Alf was astounded by this staggering command, which sounded like an order to rush an army to the spot. Yet he managed to gasp:

"Yes, sir."

"Now, go! Make fast time. Don't let any of this outfit catch you and hinder you."

"No, sir!"

This time Alf Drew's voice sounded faintly, over his shoulder from a considerable distance, for the boy was running fast, fear lending speed his feet.

"You see," Tom went on coolly, standing so that he could face both factions in this quarrel, "I don't know much about the merits of the case, and I'm a stranger here. I don't want to be accused of being too fresh, so I've sent for some of the natives. They'll know, better than just what to advise here. It won't take 'em long to get here."

Tom wound up this last statement with a cheerful smile.

"So Jim Ferrers is over in your camp, is he?" demanded the leader of the four men.

"Yes," Tom assented affably. "Do you know him?"

"Maybe."

"Jim is a fine fellow," Reade went on warmly. "He knows all about Nevada, too, and he's a man of good judgment. He'll be a lot of use to us in getting at the rights of this case."

"There's only one right side," insisted the leader of the quartette.

"So my friend here has informed me," answered Reade, nodding in the direction of the stout man in black. "Yet there seems to be a good deal of difference in opinion as to which is really the right side. But just wait until Jim and his friends get here. They'll be able to set us all straight and there won't be any need for doing any rough work like shooting."

"Dolph, we'd better shoot up the whole crowd, including the cheeky young one, before Jim Ferrers and his crowd gits here," propose one of the quartette.

"Jim Ferrers will be awfully displeased, you do," drawled Tom. "Do you know Jim? He has a reputation, I believe, for being rather sore on folks who shoot up his friends."

"I'll do it for you, anyway, kid!" growled one of the four, leveling his rifle.

But their leader struck the weapon up angrily just before the shot barked out.

"Who's having Fourth of July around here?" called a laughing voice from some distance down the rising path at the rear of the quartette. The four men turned quickly, but Tom had recognized joyfully the tones of Harry Hazelton's voice.

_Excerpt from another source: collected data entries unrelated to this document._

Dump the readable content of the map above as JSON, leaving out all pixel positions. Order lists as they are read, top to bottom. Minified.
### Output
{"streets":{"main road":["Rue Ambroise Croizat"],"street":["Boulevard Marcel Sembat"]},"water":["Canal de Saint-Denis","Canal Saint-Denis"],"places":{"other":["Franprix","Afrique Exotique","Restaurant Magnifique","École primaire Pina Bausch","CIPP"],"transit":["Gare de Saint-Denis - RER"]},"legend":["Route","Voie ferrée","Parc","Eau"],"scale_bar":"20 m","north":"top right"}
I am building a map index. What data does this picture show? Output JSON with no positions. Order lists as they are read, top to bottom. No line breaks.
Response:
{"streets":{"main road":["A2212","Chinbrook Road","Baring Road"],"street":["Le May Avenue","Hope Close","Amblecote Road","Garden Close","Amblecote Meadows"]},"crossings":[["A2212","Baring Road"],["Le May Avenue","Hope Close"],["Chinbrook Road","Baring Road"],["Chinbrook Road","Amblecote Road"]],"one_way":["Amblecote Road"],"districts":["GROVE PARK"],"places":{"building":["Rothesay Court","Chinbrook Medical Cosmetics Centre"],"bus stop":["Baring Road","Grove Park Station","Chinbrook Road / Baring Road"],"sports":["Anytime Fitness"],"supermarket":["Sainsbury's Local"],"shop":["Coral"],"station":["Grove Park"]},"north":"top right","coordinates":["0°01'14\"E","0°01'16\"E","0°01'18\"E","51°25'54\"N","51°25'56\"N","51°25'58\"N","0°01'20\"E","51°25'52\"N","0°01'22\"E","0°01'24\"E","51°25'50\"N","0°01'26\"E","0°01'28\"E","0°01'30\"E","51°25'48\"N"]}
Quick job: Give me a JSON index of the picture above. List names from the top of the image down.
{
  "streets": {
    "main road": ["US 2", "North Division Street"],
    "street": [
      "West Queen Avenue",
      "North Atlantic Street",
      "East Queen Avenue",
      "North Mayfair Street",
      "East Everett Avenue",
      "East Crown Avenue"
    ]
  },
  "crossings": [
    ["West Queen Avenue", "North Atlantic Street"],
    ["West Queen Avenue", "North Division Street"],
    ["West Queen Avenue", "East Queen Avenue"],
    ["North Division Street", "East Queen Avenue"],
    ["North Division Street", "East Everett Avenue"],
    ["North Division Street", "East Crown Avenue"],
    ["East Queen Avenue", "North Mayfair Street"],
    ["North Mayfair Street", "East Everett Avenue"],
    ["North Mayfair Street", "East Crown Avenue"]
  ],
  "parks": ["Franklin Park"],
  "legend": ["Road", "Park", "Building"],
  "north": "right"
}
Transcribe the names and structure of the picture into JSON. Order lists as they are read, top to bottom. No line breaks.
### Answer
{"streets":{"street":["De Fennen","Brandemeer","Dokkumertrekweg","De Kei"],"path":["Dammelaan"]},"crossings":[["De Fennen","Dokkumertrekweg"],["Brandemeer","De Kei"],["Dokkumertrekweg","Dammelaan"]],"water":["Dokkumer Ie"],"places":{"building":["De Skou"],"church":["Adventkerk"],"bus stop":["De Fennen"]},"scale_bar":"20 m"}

"You keep out of here, stranger!" ordered one of the quartette gruffly.

"Don't you do anything of the sort, Harry!" roared Reade's voice. "You keep right on an join us."

"Did you hear my advice?" insisted the leader of the four, holding his rifle as though would throw the butt to his shoulder.

"Yes," said Hazelton, calmly, "but I also heard my senior partner's order. He and I stick together. Gangway, please."

Harry was cool enough as he rode his horse at a walk past the men. Hazelton will never understand how near death he was at that moment. But there had been a few whispered words between the men, and they had allowed him to ride by.

"What's the game here, Tom?" Harry called cheerily. "Any real excitement going on?"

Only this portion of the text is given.